Greta se inclinó para desanudarle los cordones de las botas. Tenía el pelo largo y de un rubio más danés que el de Einar; solía echárselo para atrás, detrás de las orejas, cuando quería ponerse a hacer algo nuevo. En aquel momento, caía sobre su rostro mientras forcejeaba con los nudos de los cordones de Einar. Greta olía a aceite de naranja, del que su madre le enviaba una vez al año una caja llena de frasquitos pardos cuya etiqueta decía PURO EXTRACTO DE PASADENA. Su madre pensaba que lo usaba para hacer pastas de té, pero, en realidad, lo que hacía era aplicárselo como perfume detrás de las orejas.

Greta se puso a lavarle los pies a Einar en la palangana. Lo hacía con suavidad y eficiencia, y le pasaba con rapidez la esponja entre los dedos. Einar se subió todavía más los pantalones. Sus pantorrillas, pensó de pronto, eran bonitas. Estiró delicadamente el pie derecho, y Eduardo IV se puso a lamer el agua que goteaba del dedo meñique, que tenía forma de martillo y en el que nunca había crecido la uña.

–¿Guardarás el secreto de esto, Greta? –susurró Einar–. No se lo dirás a nadie, ¿verdad?

Se sentía asustado y, al mismo tiempo, excitado, y el corazón le latía con tanta fuerza que parecía ir a salírsele del pecho.

–¿A quién podría decírselo?

–Pues a Anna, por ejemplo.

–Anna no tiene por qué saberlo –dijo Greta.

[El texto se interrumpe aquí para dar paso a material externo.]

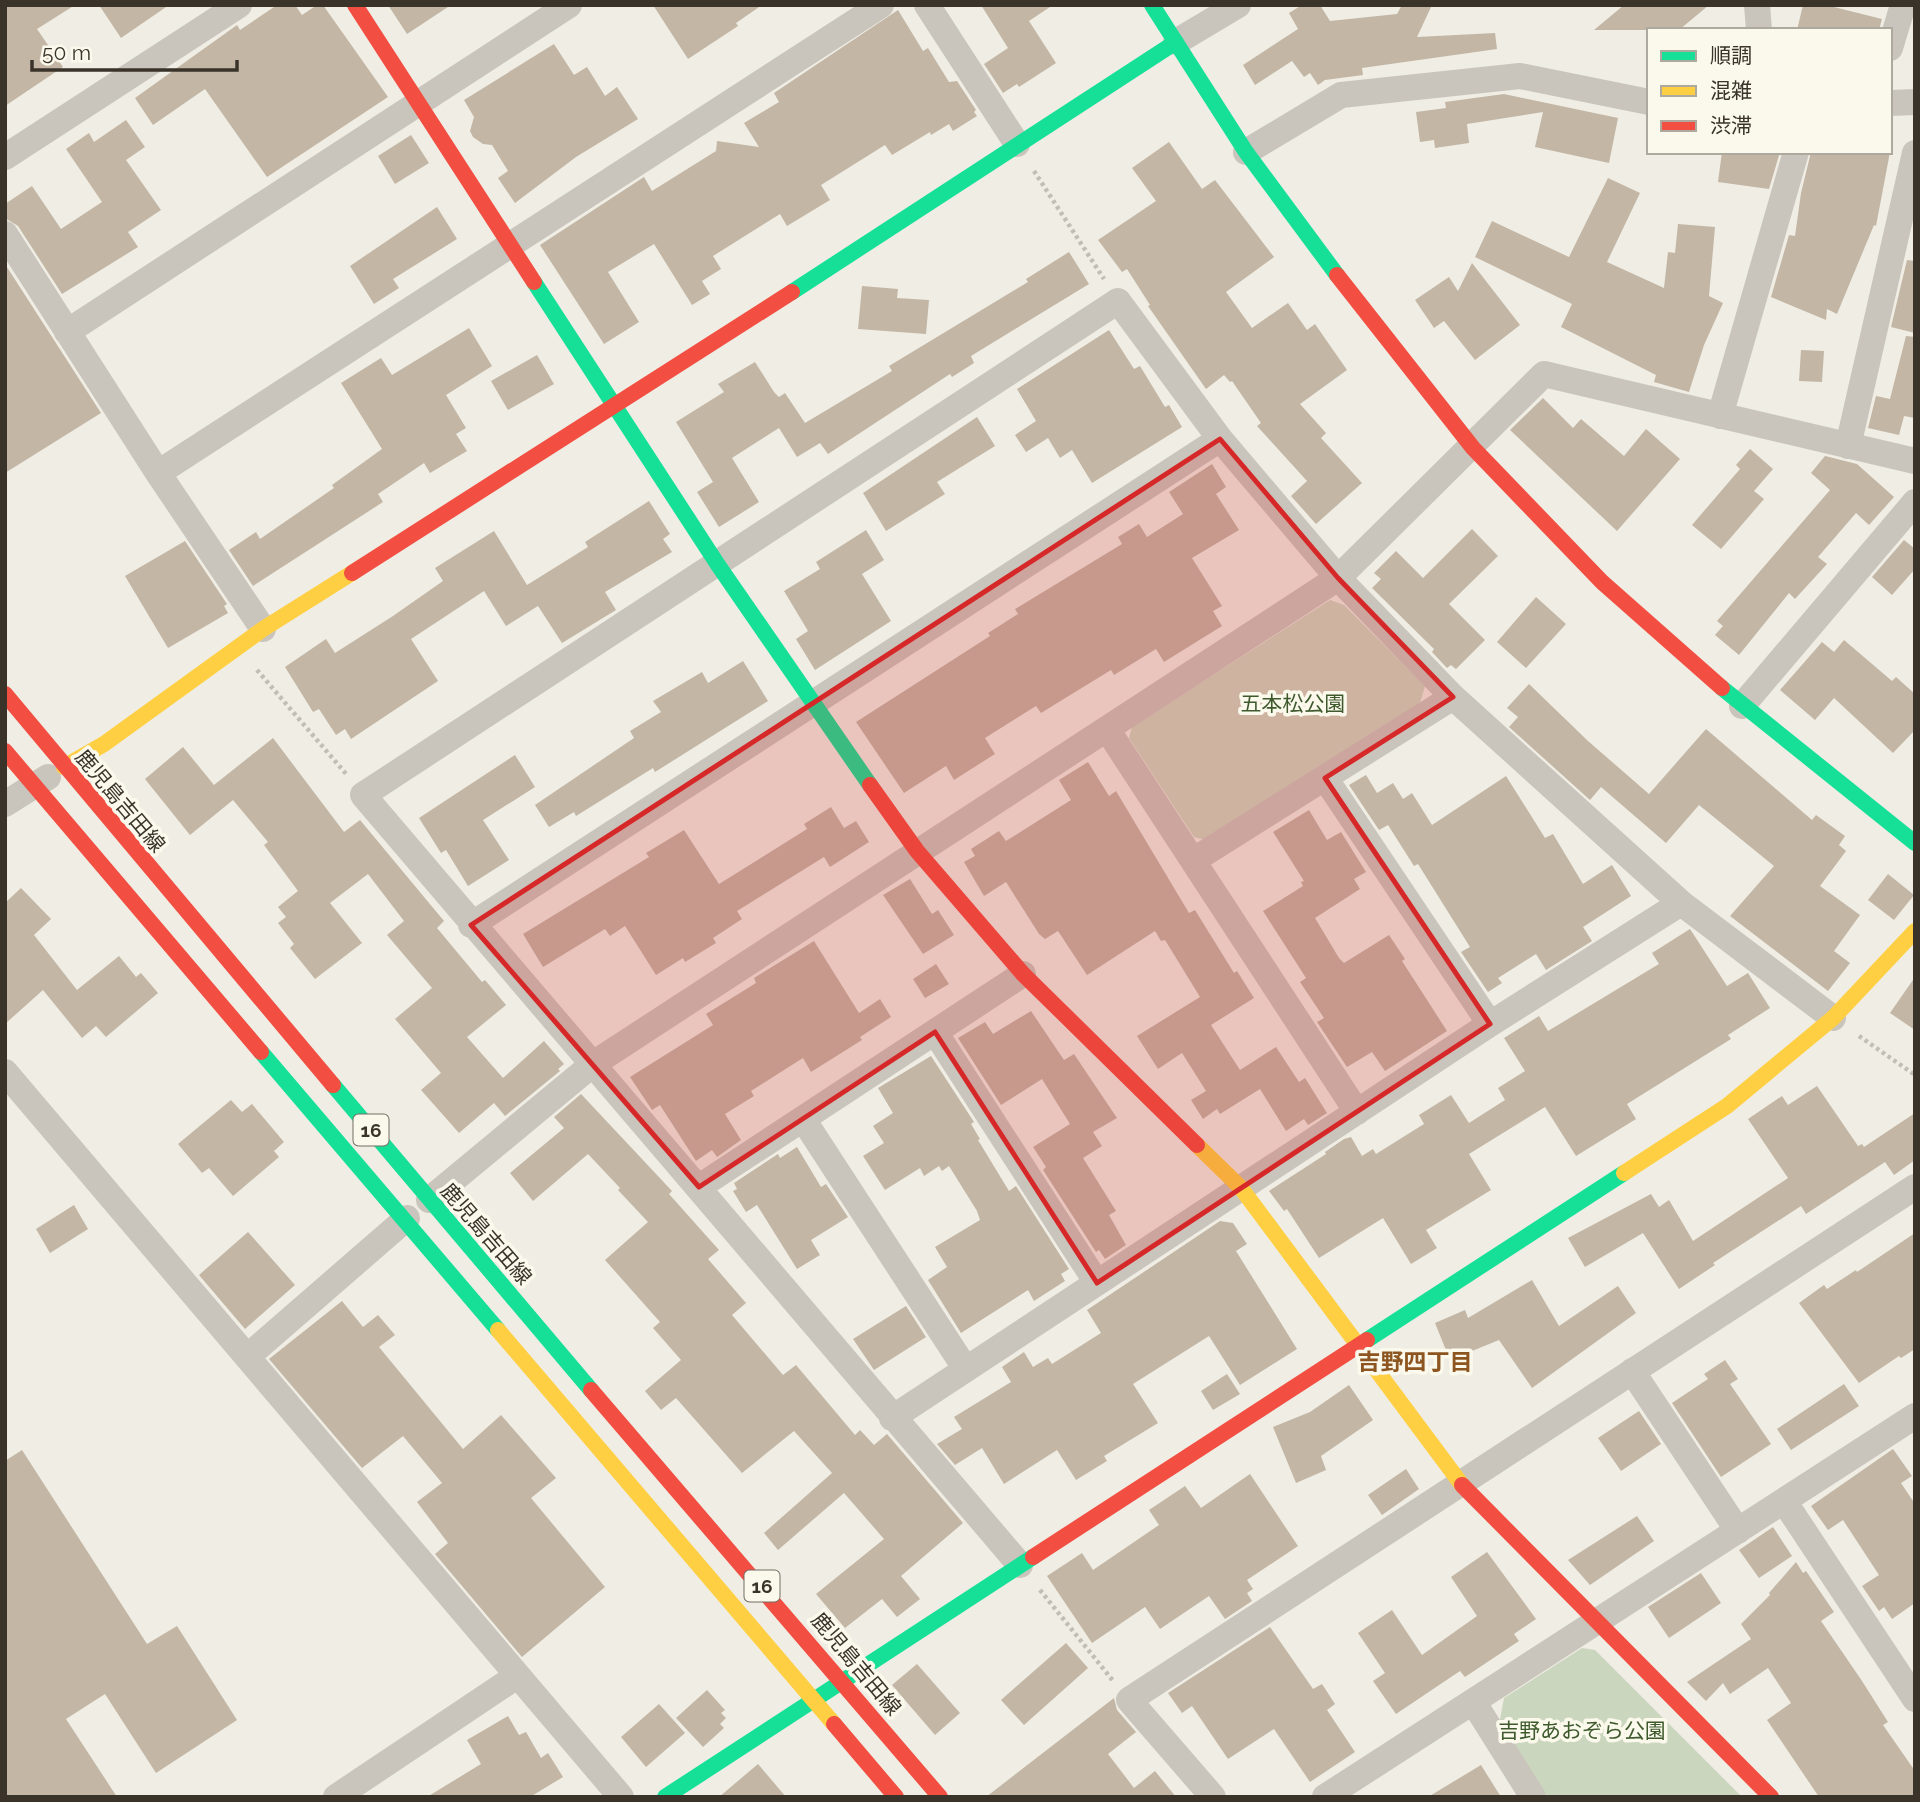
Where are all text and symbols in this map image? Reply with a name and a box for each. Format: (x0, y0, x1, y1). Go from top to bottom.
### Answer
scale bar (32, 28, 236, 72)
legend (1647, 28, 1892, 154)
text: 50 m (42, 40, 91, 65)
text: 順調 (1710, 43, 1752, 68)
text: 混雑 (1710, 78, 1752, 103)
text: 渋滞 (1710, 113, 1752, 138)
park label: 五本松公園 (1241, 691, 1346, 716)
street label: 鹿児島吉田線 (70, 744, 170, 857)
road number: 16 (354, 1114, 388, 1146)
street label: 鹿児島吉田線 (436, 1178, 537, 1289)
district label: 吉野四丁目 (1358, 1348, 1473, 1375)
road number: 16 (744, 1570, 780, 1602)
street label: 鹿児島吉田線 (806, 1607, 906, 1720)
park label: 吉野あおぞら公園 (1498, 1718, 1666, 1743)

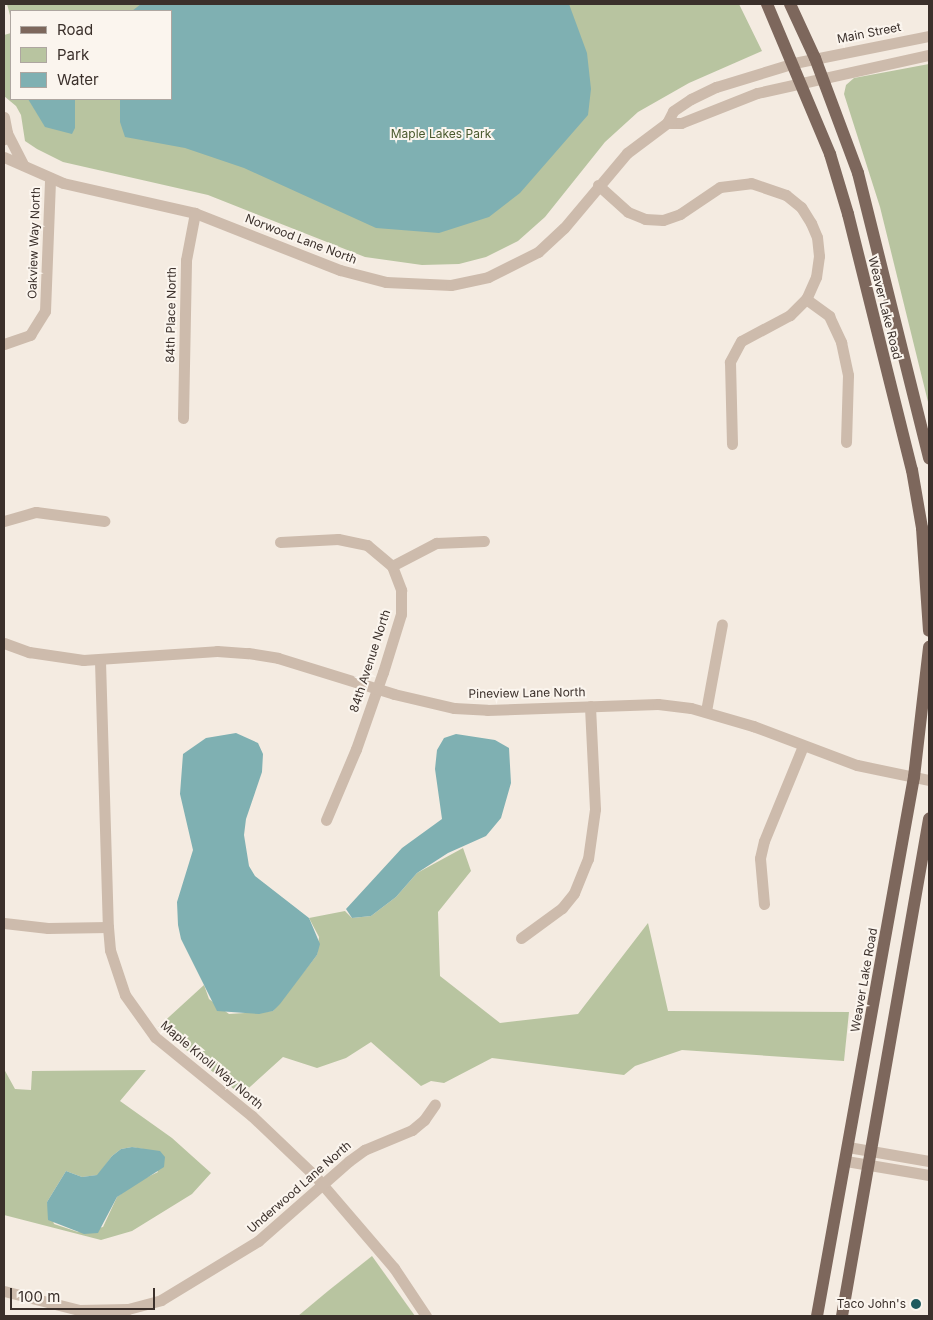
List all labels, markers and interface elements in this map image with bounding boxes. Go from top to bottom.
legend [10,10,172,100]
text: Road [57,20,93,39]
street label: Main Street [836,20,902,46]
text: Park [57,45,89,64]
text: Water [57,70,99,89]
park label: Maple Lakes Park [391,127,491,141]
street label: Oakview Way North [25,187,43,299]
street label: Norwood Lane North [243,211,359,267]
street label: Weaver Lake Road [865,255,905,361]
street label: 84th Place North [163,267,179,363]
street label: 84th Avenue North [347,608,393,714]
street label: Pineview Lane North [468,685,586,701]
street label: Weaver Lake Road [848,927,880,1033]
street label: Maple Knoll Way North [158,1018,266,1112]
street label: Underwood Lane North [244,1138,354,1236]
scale bar [12,1278,158,1310]
text: 100 m [18,1287,60,1306]
place label: Taco John's [837,1297,906,1311]
marker: Taco John's [910,1298,922,1310]

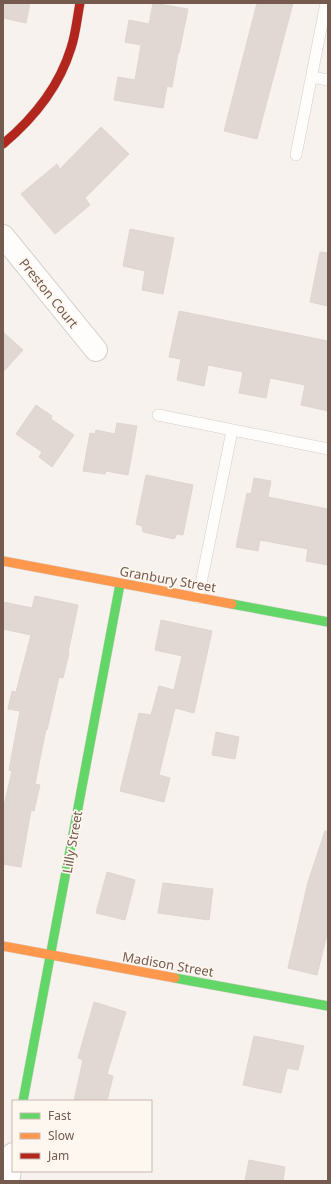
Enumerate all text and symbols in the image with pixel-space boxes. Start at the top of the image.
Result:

Anna, pensó Einar, era cantante de ópera, y estaba acostumbrada a ver hombres vestido con ropa de mujer. Y a mujeres con ropa de hombres. Travestirse era el truco más antiguo de la creación. Y, en el escenario de la ópera, carecía por completo de importancia, sólo servía para crear confusión. Una confusión que siempre acababa resolviéndose en el último acto.

–Nadie tiene que saber nada de esto –dijo Greta, y Einar, que se sentía iluminado por las candilejas, comenzó a tranquilizarse y a subirse la media pantorrilla arriba.

–Te la estás poniendo al revés –le dijo Greta al tiempo que enderezaba la costura–, y tira despacio.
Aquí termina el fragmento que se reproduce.